构建了悬臂式掘进机的全局坐标系统,建立了运动学闭链回路,运用齐次变换和机器人运动学理论对掘进机工作装置、掘进机车体和掘进机运动学进行了分析,建立了关节空间和驱动空间的运动学方程,确定了掘进机截割头的空间位置,并对运动学进行了仿真。
论文对截割头的截割阻力进行了分析和研究,运用达朗贝尔原理计算了各关节的广义驱动力和广义驱动力矩,运用拉格朗日方程建立了掘进机工作装置的动力学模型。分析表明,动力学方程与工作装置的形位密切相关,具有非线性和强耦合特性。
设计了压力补偿电液比例系统,分析了负载敏感系统LSS(LoadSensing System)的工作原理,对工作装置的液压控制系统进行了建模,对模型中的一些关键参数进行了近似估算和辨识。研究表明,液压系统模型是多变量、慢时变和非线性的。
实时监测掘进机截割头的空间位置和断面轮廓尺寸是断面自动成形的重要保证。

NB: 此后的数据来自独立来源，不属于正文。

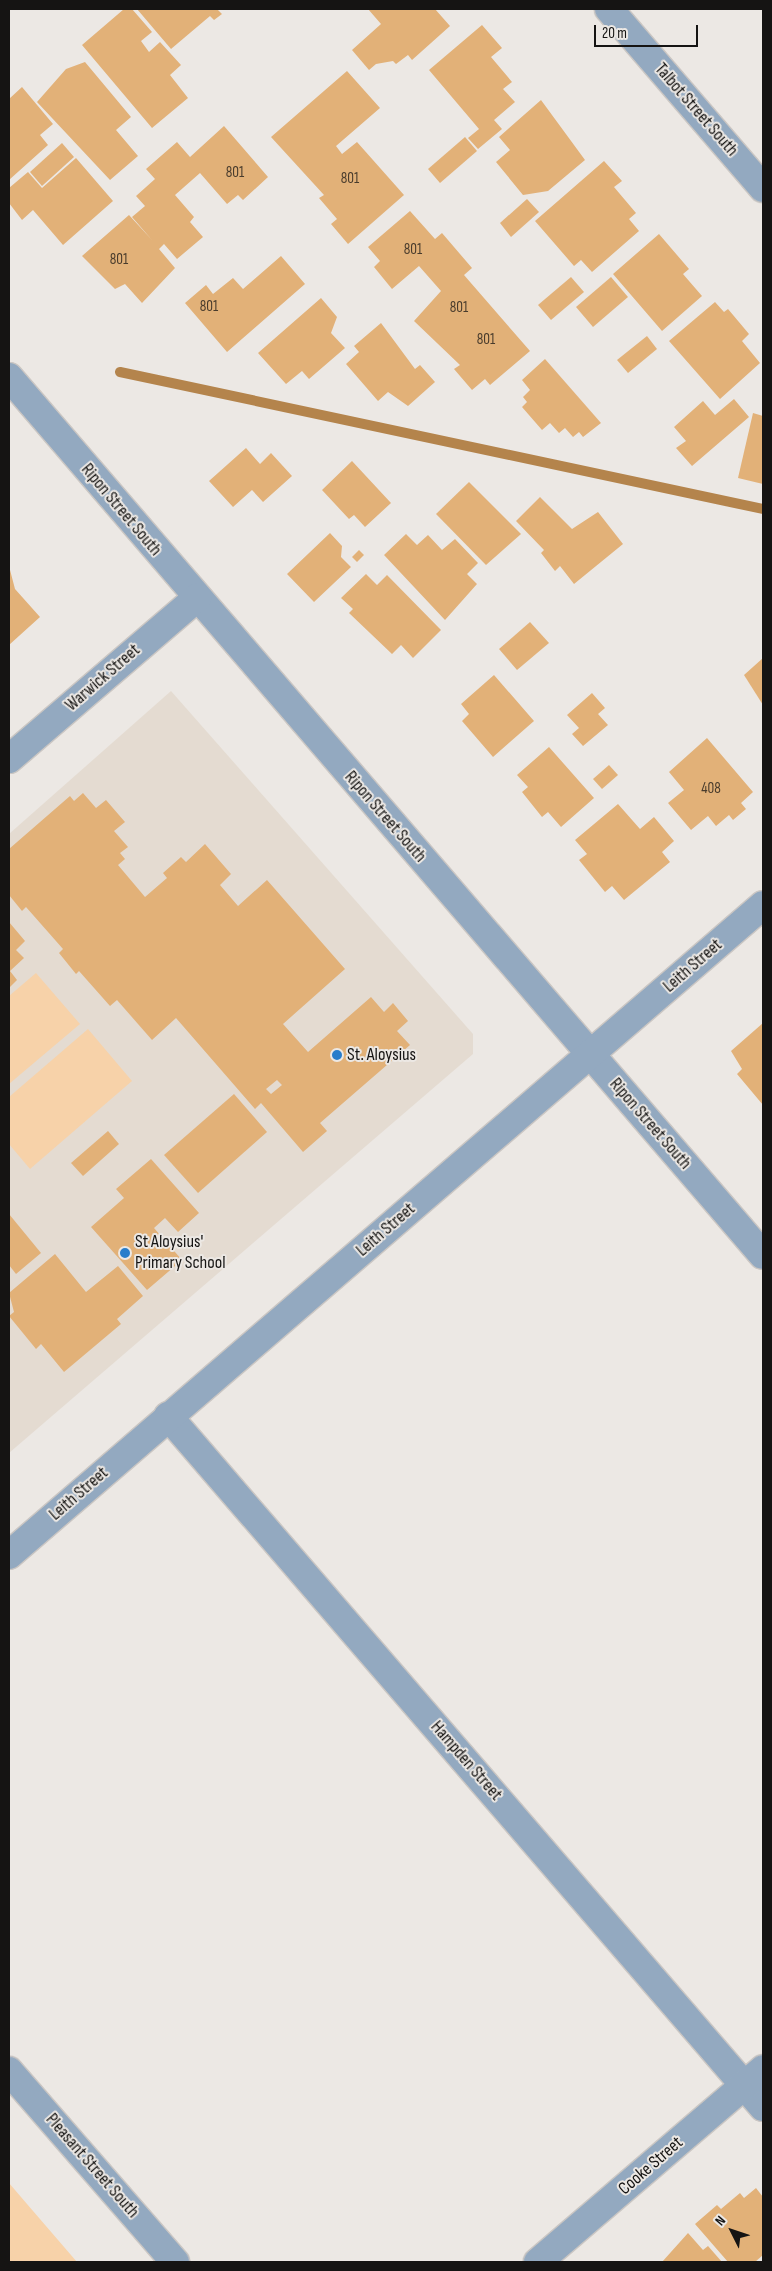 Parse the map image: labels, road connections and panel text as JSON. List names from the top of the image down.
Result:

论文从截割头的结构入手,按照轮廓边界的位置建立了各截齿尖的坐标,分析了各截齿的极限截割范围与工作装置摆角、截割头钻进深度的关系,确定了成形巷道断面轮廓的边界点坐标,建立了断面轮廓的曲线方程和坐标系统,研究了巷道中心线的方向表达式。
分析并归纳出截割轨迹的种类,运用以抛物线过渡的直线插值方法对掘进机工作装置进行了关节空间和驱动空间轨迹规划,提出了规划方法和步骤,进行了仿真研究。研究了非平行断面的校正和断面的调整问题。

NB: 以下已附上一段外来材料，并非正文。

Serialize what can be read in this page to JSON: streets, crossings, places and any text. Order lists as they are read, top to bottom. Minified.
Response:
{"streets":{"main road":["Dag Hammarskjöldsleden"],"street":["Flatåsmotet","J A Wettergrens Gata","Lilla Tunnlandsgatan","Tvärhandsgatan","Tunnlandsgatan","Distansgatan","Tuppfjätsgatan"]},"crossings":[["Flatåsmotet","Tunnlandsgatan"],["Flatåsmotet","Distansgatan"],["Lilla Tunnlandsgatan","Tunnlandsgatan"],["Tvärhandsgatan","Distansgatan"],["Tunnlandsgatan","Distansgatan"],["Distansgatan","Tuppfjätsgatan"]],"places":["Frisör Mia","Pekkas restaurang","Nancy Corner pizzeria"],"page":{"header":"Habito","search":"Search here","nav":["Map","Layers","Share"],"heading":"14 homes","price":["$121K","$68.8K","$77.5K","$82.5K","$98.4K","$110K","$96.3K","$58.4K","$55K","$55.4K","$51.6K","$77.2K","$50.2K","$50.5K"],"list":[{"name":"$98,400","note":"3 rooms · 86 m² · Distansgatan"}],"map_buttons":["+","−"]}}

为了实现截割轨迹的精确跟踪控制,以工作装置的关节转角、驱动油缸的输出力、输出速度和行程为被控量,探索实现轨迹跟踪的最优控制策略。分别研究了关节转角的变参数非线性PID控制、驱动油缸输出力的变结构控制以及驱动油缸输出行程的模型参考自适应控制,设计了控制算法,并进行了仿真和试验。结果表明:采用基于参考模型的自适应控制,能够实现对掘进机工作装置截割轨迹的有效跟踪控制。试验结果证明了理论研究的正确性。
Boom-type roadheader has found widespread application in tunnel excavation. In recent years, research on automation and automatic cross section profiling of boom-type roadheader has become a focus abroad, and some of the results have been put into practical application. However, these studies are still in its infancy in our country. The final aim of researching on automatic roadheader is to replace the manually operated roadheader, develop its application domain, adapt to poor working conditions, cut production cost, improve tunnel profiling precision, reduce labor intensity and increase production efficiency. The goal of this thesis is to achieve automatic cross section profiling of longitudinal axis boom-type roadheader. Kinematics, dynamics and electro-hydraulic proportional control system for the roadheader are analyzed and modelled. Monitoring theory of cross section contour, as well as cutting trajectory planning theory and control strategy are studied.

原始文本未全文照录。